Which do you think is faster? Yeah I have no idea either. The "remove February" path is maybe faster? But I'd be surprised if there's a huge difference.
Let's not be surprised. Let's find out!
There's a great utility called hyperfine
that allows evaluating the performance of multiple command line calls
Which is faster? Hyperfine will tell us
Here's the flags I'm giving to hyperfine along with the two commands.
--style basic
Plain output styling
--export-markdown hyperfine.md
Export results as markdown
--warmup 5
Do five runs before benchmarking
--ignore-failure
Ignore non-zero exits
We're only concerned with benchmarking the calculation of a year and not the time required to generate the loop of years. So I'll only benchmark checking the leap year for a specific year with each approach.
$ hyperfine --style basic --export-markdown hyperfine.md --warmup 5 --ignore-failure "cal 02 2050 | grep -v Feb | grep -q 29" "cal 02 2050 | tr -d '[:space:]' | wc -c | grep -q 75"
Benchmark #1: cal 02 2050 | grep -v Feb | grep -q 29
Time (mean ± σ): 1.8 ms ± 0.3 ms [User: 0.7 ms, System: 1.9 ms]
Range (min … max): 1.0 ms … 3.6 ms 493 runs
Warning: Command took less than 5 ms to complete. Results might be inaccurate.
Warning: Ignoring non-zero exit code.
Benchmark #2: cal 02 2050 | tr -d '[:space:]' | wc -c | grep -q 75
Time (mean ± σ): 1.9 ms ± 0.4 ms [User: 0.9 ms, System: 2.7 ms]
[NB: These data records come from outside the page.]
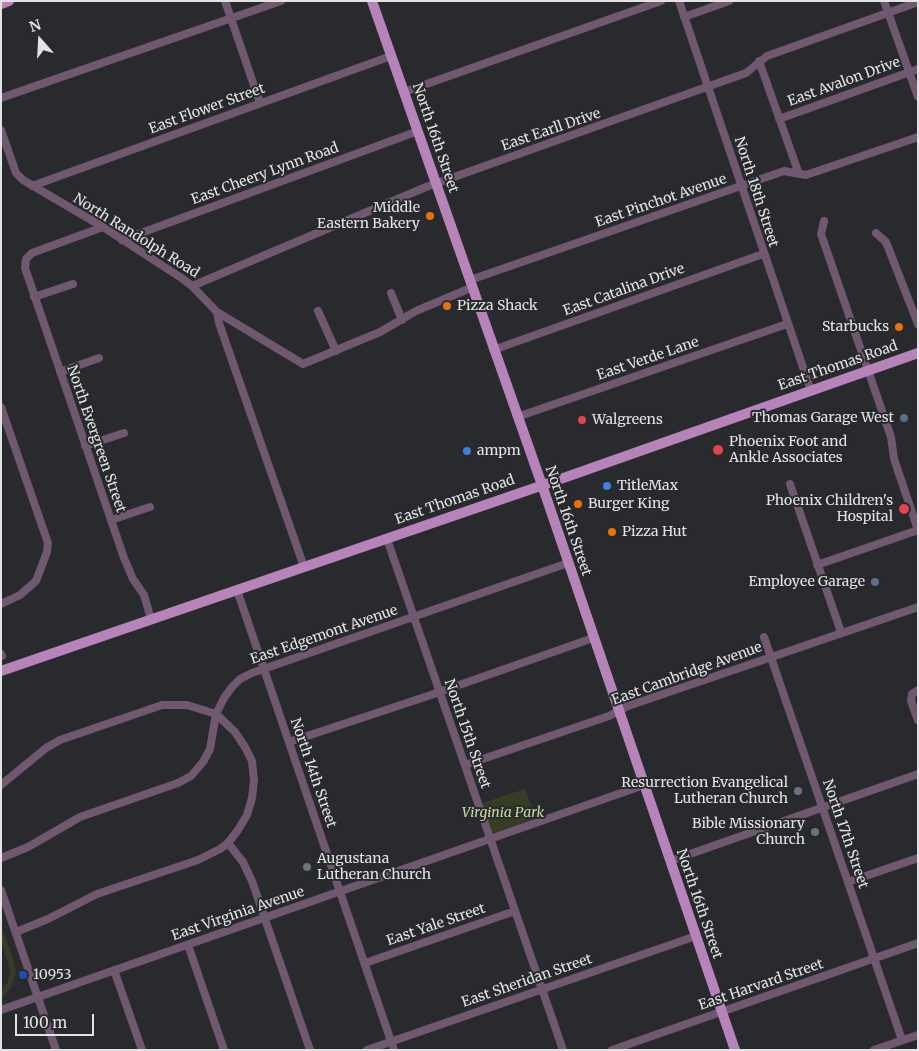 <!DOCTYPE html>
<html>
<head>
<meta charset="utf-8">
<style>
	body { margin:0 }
	#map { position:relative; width:919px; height:1051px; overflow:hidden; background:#292a2d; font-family:Merriweather,serif }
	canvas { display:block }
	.frame { position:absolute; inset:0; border:2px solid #e2e3e5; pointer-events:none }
	.north { position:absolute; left:15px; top:15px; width:50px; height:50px; -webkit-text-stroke:4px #292a2d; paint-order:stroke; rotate:341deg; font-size:14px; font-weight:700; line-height:20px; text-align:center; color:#e2e3e5 }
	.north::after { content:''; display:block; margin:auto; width:18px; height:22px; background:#e2e3e5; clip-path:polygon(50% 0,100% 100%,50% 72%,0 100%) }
	.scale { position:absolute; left:15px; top:1014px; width:79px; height:22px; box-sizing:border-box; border:2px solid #e2e3e5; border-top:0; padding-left:6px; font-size:15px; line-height:18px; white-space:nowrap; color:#e2e3e5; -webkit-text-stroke:4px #292a2d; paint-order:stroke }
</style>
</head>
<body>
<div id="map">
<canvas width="919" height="1051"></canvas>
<div class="frame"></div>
<div class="north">N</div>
<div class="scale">100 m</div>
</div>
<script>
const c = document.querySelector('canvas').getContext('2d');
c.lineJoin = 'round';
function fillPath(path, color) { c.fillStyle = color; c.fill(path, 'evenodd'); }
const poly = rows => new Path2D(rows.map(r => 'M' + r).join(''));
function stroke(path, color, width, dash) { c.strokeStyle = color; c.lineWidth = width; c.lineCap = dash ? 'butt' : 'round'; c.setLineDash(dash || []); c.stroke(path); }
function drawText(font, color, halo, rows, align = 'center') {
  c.font = font + ' Merriweather,serif'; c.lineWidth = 4; c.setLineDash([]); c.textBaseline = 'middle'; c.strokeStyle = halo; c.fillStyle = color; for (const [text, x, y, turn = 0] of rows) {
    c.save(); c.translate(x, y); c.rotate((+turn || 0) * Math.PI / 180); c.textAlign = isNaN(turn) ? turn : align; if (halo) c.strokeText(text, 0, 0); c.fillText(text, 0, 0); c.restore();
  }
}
fillPath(poly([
	[525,789,536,818,496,832,492,832,482,803],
	[1,926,14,961,16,973,11,988,1,998,1,991,8,982,10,969,1,943]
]), '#373c25');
stroke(poly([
	[225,1,260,103],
	[679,1,811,391],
	[884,1,918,97],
	[684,17,729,1],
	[759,61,799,174],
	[404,92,661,1],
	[1,98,281,1],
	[779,119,918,69],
	[1,130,16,173,23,180,103,227,183,279,192,286,217,312,303,364,380,332,416,311,473,287],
	[32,186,391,56],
	[824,221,821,234,891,437,894,459,918,530],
	[103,227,32,253,26,259,25,268,124,558,133,579,144,595,151,619],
	[876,233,886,242,918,324],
	[122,240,418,131],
	[470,280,784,171,806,175,918,137],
	[192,286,426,187,746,73,767,56,918,2],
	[391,293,402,320],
	[34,297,73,284],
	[318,311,336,351],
	[217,312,219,323,304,567],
	[493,350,763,254],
	[60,372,99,358],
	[1,407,48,543,47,552,36,581,20,595,1,604],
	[517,417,787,324],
	[85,446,124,433],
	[790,484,841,632],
	[111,520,150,507],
	[387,539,563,1050],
	[817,565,918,530],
	[237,590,394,1050],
	[764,637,902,1040],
	[1,654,2,656],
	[918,690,912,694,911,701,918,720],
	[216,714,235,732,245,747,252,761,254,780,252,798,247,815,238,830,228,843,243,862,252,881,310,1050],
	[289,742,428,696,593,638],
	[465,765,609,716,628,706,918,607],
	[1,785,46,748,60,740,162,705,187,705,216,714,224,698,232,687,240,679,252,673,568,563],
	[1,858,28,847,80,817,178,783,191,776,203,762,210,749,216,714],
	[670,861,918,774],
	[848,882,918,858],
	[1,890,56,1050],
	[16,932,48,919,97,894,198,860,220,849,228,843],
	[188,945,224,1050],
	[365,963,515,911],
	[114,970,142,1050],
	[1,1010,644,785],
	[367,1050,696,936],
	[612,1050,918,943],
	[874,1050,918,1035]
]), '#705871', 8);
stroke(poly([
	[372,1,542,485,735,1050],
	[1,4,9,1],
	[1,671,552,482,918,353]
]), '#b684b8', 10);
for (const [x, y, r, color] of [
	[430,216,5,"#e8710a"],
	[447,306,5,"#e8710a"],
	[899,327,5,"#e8710a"],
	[904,418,5,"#5c6f8a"],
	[582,420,5,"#e0444e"],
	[718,450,6,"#e0444e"],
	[467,451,5,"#3f7fe0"],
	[607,486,5,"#3f7fe0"],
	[578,504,5,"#e8710a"],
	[904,509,6,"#e0444e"],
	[612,532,5,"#e8710a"],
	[875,582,5,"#5c6f8a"],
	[798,791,5,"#6b7280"],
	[815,832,5,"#6b7280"],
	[307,867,5,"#6b7280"],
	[23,975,5,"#1a4fb4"]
]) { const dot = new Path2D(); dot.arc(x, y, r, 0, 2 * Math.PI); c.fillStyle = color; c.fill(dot); stroke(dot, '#292a2d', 2); }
drawText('14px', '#e2e3e5', '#292a2d', [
	["East Avalon Drive",844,82,-20],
	["East Flower Street",207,109,-20],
	["East Earll Drive",551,130,-19],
	["North 16th Street",435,138,71],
	["East Cheery Lynn Road",265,174,-20],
	["North 18th Street",756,192,72],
	["East Pinchot Avenue",661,201,-19],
	["North Randolph Road",136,236,32],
	["East Catalina Drive",624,290,-20],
	["East Verde Lane",648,359,-19],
	["East Thomas Road",838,366,-19],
	["North Evergreen Street",96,439,71],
	["East Thomas Road",455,500,-19],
	["North 16th Street",568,521,71],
	["East Edgemont Avenue",324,635,-19],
	["East Cambridge Avenue",687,674,-20],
	["North 15th Street",467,734,71],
	["North 14th Street",313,773,71],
	["North 17th Street",845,834,71],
	["North 16th Street",699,904,71],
	["East Virginia Avenue",238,914,-19],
	["East Yale Street",436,925,-19],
	["East Sheridan Street",527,981,-19],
	["East Harvard Street",761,985,-19]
]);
drawText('14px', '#e2e3e5', '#292a2d', [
	["Middle",420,208,"right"],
	["Eastern Bakery",420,224,"right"],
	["Pizza Shack",457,306],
	["Starbucks",889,327,"right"],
	["Thomas Garage West",894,418,"right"],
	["Walgreens",592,420],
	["Phoenix Foot and",729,442],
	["Ankle Associates",729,458],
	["ampm",477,451],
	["TitleMax",617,486],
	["Phoenix Children's",893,501,"right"],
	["Hospital",893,517,"right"],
	["Burger King",588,504],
	["Pizza Hut",622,532],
	["Employee Garage",865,582,"right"],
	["Resurrection Evangelical",788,783,"right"],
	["Lutheran Church",788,799,"right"],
	["Bible Missionary",805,824,"right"],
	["Church",805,840,"right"],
	["Augustana",317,859],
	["Lutheran Church",317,875],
	["10953",33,975]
], 'left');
drawText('italic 14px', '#cad99d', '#292a2d', [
	["Virginia Park",503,813]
]);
</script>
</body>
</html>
Range (min … max): 0.7 ms … 5.9 ms 811 runs
Warning: Command took less than 5 ms to complete. Results might be inaccurate.
Warning: Ignoring non-zero exit code.
Summary
'cal 02 2050 | grep -v Feb | grep -q 29' ran
1.07 ± 0.28 times faster than 'cal 02 2050 | tr -d '[:space:]' | wc -c | grep -q 75'
Command | Mean [ms] | Min [ms] | Max [ms] | Relative |
---|---|---|---|---|
cal 02 2050 | grep -v Feb | grep -q 29 |
1.8 ± 0.3 | 1.0 | 3.6 | 1.00 |
cal 02 2050 | tr -d '[:space:]' | wc -c | grep -q 75 |
1.9 ± 0.4 | 0.7 | 5.9 | 1.07 ± 0.28 |
As expected, practically no difference between them as far as wall clock time, BUT the "remove February" path may be slightly faster.
That brings this command line tool assembly journey to an end.
Wrap up
- You can build new command line features by assembling existing tools into a data pipeline
- A bit of creativity can get surprisingly complex results from simple pieces
- Hyperfine is a useful tool for benchmarking command line commands
Next steps
- Explore using the
cal
command. - Try building a pipeline that counts all the non-space characters for an entire year:
cal 2020
- Try running that entire year counting pipeline for each of the years from 1750 to 1759: notice anything odd?